● **EXERCISE DIRECTIONS**: Set down the records again. Every word and mark must match exactly.

● **THE DATA**:
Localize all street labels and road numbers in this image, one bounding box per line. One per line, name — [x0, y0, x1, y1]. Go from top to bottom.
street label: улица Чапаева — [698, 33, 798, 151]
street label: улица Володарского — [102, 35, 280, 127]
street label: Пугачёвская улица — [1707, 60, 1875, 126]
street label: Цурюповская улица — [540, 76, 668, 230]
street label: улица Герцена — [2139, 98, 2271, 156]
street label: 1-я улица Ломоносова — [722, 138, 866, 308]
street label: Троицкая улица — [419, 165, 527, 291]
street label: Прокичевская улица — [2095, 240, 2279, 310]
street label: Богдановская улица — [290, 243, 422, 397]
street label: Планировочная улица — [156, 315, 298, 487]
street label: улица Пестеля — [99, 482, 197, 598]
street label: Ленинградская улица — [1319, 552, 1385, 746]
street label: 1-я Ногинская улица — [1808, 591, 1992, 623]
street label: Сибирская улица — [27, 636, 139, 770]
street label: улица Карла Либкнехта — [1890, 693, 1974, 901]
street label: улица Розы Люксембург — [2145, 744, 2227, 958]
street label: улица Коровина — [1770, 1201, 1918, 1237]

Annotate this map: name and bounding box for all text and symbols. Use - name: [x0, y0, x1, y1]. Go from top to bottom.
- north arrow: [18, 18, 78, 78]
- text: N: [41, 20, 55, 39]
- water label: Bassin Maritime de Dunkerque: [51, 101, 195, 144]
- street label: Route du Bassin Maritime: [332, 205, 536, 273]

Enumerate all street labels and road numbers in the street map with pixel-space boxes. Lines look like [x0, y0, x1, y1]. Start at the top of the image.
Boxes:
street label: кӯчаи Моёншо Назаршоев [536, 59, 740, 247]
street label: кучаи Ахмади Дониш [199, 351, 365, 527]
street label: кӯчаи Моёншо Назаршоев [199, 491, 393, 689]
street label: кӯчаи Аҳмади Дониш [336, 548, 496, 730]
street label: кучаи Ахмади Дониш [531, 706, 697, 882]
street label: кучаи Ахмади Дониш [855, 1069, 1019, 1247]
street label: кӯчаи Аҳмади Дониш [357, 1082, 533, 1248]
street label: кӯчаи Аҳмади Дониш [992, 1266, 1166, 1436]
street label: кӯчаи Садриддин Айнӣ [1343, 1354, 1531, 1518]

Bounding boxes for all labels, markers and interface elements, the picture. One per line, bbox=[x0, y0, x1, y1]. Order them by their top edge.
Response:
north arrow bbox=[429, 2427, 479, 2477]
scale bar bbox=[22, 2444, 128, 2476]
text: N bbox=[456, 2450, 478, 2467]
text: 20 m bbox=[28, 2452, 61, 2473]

● **TASK RESPONSE**:
Localize all street labels and road numbers in this image, one bounding box per line. One per line, name — [x0, y0, x1, y1]. Go from top to bottom.
street label: улица Чапаева — [698, 33, 798, 151]
street label: улица Володарского — [102, 35, 280, 127]
street label: Пугачёвская улица — [1707, 60, 1875, 126]
street label: Цурюповская улица — [540, 76, 668, 230]
street label: улица Герцена — [2139, 98, 2271, 156]
street label: 1-я улица Ломоносова — [722, 138, 866, 308]
street label: Троицкая улица — [419, 165, 527, 291]
street label: Прокичевская улица — [2095, 240, 2279, 310]
street label: Богдановская улица — [290, 243, 422, 397]
street label: Планировочная улица — [156, 315, 298, 487]
street label: улица Пестеля — [99, 482, 197, 598]
street label: Ленинградская улица — [1319, 552, 1385, 746]
street label: 1-я Ногинская улица — [1808, 591, 1992, 623]
street label: Сибирская улица — [27, 636, 139, 770]
street label: улица Карла Либкнехта — [1890, 693, 1974, 901]
street label: улица Розы Люксембург — [2145, 744, 2227, 958]
street label: улица Коровина — [1770, 1201, 1918, 1237]

Annotate this map: name and bounding box for all text and symbols. Use - name: [x0, y0, x1, y1]. Go from top to bottom.
- north arrow: [18, 18, 78, 78]
- text: N: [41, 20, 55, 39]
- water label: Bassin Maritime de Dunkerque: [51, 101, 195, 144]
- street label: Route du Bassin Maritime: [332, 205, 536, 273]

Enumerate all street labels and road numbers in the street map with pixel-space boxes. Lines look like [x0, y0, x1, y1]. Start at the top of the image.
Boxes:
street label: кӯчаи Моёншо Назаршоев [536, 59, 740, 247]
street label: кучаи Ахмади Дониш [199, 351, 365, 527]
street label: кӯчаи Моёншо Назаршоев [199, 491, 393, 689]
street label: кӯчаи Аҳмади Дониш [336, 548, 496, 730]
street label: кучаи Ахмади Дониш [531, 706, 697, 882]
street label: кучаи Ахмади Дониш [855, 1069, 1019, 1247]
street label: кӯчаи Аҳмади Дониш [357, 1082, 533, 1248]
street label: кӯчаи Аҳмади Дониш [992, 1266, 1166, 1436]
street label: кӯчаи Садриддин Айнӣ [1343, 1354, 1531, 1518]

Bounding boxes for all labels, markers and interface elements, the picture. One per line, bbox=[x0, y0, x1, y1]. Order them by their top edge.
Response:
north arrow bbox=[429, 2427, 479, 2477]
scale bar bbox=[22, 2444, 128, 2476]
text: N bbox=[456, 2450, 478, 2467]
text: 20 m bbox=[28, 2452, 61, 2473]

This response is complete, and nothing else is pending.